Report each line below that carries the word "setLineDash".

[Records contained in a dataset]
◆ ◆ ◆ ◆ ◆ ◆ ◆

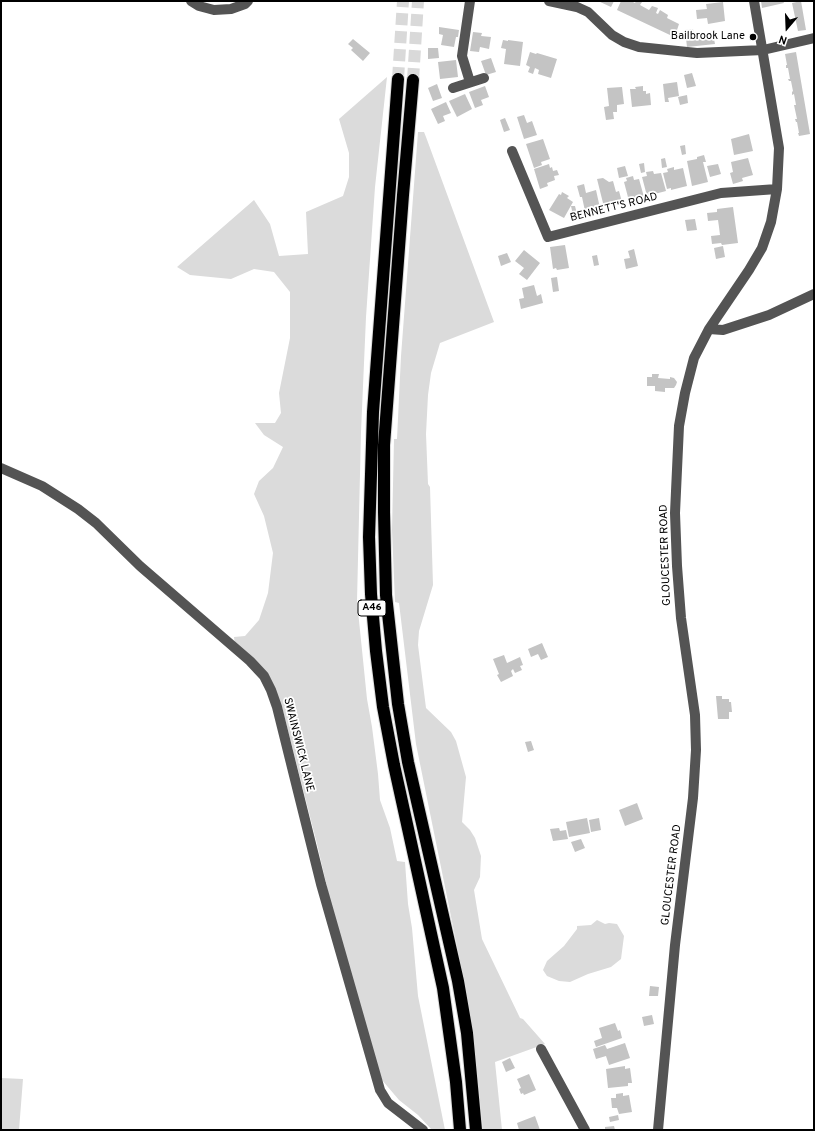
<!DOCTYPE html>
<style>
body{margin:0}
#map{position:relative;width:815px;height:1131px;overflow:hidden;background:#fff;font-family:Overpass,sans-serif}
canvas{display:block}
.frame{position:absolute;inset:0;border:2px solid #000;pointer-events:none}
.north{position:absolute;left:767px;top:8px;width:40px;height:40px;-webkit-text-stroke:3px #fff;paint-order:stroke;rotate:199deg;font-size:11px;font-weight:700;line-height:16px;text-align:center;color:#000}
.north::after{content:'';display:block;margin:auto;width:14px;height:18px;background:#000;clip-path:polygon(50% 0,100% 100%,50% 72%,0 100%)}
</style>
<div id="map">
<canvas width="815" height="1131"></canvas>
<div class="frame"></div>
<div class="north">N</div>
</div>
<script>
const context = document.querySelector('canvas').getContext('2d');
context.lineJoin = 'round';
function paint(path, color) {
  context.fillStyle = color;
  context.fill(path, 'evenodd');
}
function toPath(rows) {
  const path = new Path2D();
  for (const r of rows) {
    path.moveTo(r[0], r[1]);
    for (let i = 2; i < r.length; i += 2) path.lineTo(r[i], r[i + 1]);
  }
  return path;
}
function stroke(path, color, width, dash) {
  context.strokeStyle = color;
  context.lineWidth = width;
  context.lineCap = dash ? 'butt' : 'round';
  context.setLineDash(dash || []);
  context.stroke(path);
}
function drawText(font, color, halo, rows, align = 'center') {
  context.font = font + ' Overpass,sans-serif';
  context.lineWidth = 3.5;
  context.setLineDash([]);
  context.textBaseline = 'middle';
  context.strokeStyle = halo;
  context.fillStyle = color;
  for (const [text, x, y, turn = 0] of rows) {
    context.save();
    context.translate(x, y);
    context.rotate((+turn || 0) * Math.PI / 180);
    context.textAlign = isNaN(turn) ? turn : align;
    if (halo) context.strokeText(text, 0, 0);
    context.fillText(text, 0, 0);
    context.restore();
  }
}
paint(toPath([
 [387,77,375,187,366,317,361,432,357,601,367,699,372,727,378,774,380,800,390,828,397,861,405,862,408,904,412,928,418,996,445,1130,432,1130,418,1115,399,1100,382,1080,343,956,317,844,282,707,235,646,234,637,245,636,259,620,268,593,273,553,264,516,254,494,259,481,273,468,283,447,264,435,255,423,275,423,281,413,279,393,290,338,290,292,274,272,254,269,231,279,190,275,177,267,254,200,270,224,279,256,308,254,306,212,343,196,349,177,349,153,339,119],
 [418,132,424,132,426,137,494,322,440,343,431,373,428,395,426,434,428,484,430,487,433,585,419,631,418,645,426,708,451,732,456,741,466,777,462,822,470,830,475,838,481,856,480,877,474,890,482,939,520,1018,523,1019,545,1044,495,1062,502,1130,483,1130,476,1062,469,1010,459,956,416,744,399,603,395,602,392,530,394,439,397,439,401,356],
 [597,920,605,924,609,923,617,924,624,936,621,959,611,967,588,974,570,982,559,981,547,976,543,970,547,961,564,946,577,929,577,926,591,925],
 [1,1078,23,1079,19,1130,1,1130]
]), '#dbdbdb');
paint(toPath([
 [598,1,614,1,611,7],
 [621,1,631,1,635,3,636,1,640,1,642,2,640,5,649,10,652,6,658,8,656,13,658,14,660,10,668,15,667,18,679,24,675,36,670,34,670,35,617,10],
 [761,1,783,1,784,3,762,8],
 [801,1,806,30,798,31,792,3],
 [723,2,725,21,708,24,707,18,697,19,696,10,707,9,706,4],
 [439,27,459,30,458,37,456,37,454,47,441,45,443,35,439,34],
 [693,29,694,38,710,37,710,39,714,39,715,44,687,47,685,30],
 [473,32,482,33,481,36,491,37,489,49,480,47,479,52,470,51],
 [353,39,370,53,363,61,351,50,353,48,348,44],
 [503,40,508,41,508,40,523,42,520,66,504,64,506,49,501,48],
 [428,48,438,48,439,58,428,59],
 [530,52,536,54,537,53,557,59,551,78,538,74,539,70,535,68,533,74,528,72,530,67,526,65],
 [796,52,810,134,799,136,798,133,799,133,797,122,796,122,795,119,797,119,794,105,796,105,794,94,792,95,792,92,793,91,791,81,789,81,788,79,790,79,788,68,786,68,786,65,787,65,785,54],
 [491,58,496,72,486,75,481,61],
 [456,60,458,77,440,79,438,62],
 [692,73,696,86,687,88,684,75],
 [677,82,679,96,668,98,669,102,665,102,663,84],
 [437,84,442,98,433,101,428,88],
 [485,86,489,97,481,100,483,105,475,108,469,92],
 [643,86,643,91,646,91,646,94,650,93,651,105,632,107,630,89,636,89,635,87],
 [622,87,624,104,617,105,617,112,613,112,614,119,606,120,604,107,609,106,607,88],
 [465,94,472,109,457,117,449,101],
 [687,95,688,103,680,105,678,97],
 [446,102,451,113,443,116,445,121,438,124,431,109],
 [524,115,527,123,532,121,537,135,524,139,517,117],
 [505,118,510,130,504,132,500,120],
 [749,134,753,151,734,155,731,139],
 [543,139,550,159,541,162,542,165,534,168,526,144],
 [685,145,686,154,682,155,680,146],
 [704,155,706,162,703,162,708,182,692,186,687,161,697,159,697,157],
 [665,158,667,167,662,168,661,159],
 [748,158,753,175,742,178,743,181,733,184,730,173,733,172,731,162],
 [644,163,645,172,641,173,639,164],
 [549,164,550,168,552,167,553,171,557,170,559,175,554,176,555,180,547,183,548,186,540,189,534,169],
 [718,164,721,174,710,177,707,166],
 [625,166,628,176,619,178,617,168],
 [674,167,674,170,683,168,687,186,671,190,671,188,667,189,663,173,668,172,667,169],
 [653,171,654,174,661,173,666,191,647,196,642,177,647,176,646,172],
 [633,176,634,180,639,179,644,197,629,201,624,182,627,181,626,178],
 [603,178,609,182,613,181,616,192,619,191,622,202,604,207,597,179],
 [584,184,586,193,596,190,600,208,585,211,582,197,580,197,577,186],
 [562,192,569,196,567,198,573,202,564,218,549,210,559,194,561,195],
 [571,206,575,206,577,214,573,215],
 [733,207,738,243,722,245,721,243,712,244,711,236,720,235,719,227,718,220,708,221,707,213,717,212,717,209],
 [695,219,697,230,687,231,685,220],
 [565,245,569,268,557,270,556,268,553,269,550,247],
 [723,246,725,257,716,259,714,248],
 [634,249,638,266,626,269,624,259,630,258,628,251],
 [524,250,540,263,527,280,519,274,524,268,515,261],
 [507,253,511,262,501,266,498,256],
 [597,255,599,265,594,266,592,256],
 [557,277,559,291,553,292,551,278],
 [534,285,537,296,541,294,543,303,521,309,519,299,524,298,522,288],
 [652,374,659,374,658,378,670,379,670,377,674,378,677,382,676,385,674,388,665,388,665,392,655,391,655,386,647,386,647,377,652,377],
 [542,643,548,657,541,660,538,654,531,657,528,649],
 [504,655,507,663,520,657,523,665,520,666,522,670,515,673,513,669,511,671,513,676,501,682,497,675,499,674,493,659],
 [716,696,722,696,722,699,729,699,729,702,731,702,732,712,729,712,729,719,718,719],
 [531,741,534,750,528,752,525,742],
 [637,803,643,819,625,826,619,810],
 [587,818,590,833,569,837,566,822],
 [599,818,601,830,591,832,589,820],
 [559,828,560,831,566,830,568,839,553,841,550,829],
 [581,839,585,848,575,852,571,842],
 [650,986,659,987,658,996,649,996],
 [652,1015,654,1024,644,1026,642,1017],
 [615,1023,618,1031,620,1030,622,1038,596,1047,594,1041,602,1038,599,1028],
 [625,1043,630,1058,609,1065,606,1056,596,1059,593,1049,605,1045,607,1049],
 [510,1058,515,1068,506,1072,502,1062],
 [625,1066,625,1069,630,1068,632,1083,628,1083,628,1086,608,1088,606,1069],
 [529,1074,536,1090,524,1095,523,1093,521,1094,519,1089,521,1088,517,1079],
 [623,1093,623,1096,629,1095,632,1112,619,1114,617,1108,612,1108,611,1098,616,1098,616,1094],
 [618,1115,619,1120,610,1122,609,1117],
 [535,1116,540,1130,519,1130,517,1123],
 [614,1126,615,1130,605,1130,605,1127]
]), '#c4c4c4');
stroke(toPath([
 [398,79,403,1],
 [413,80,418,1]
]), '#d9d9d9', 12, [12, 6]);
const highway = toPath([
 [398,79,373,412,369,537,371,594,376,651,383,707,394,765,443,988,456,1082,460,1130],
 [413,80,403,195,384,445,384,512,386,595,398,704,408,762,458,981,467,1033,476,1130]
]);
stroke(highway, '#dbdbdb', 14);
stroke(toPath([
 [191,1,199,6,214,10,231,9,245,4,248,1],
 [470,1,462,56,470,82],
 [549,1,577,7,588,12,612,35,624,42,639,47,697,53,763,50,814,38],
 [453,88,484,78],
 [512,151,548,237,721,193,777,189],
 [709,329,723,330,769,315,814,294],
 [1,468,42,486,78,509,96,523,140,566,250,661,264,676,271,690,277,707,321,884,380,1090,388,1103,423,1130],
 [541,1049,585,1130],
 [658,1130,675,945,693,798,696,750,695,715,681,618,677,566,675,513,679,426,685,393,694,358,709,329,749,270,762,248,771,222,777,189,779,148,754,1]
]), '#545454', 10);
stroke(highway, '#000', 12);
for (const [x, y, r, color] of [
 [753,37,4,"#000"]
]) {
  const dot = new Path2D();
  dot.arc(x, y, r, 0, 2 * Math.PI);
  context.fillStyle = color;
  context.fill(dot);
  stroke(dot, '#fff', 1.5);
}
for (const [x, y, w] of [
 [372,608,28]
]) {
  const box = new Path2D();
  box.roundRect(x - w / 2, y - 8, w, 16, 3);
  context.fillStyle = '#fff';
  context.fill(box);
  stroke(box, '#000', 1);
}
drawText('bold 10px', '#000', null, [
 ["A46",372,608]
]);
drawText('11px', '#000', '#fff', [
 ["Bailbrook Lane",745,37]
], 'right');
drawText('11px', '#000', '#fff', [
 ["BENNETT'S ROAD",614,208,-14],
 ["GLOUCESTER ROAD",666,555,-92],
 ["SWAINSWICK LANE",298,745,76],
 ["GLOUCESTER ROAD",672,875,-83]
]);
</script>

◆ ◆ ◆ ◆ ◆ ◆ ◆

## SOLUTION FOR THIS PROBLEM
  context.setLineDash(dash || []);
  context.setLineDash([]);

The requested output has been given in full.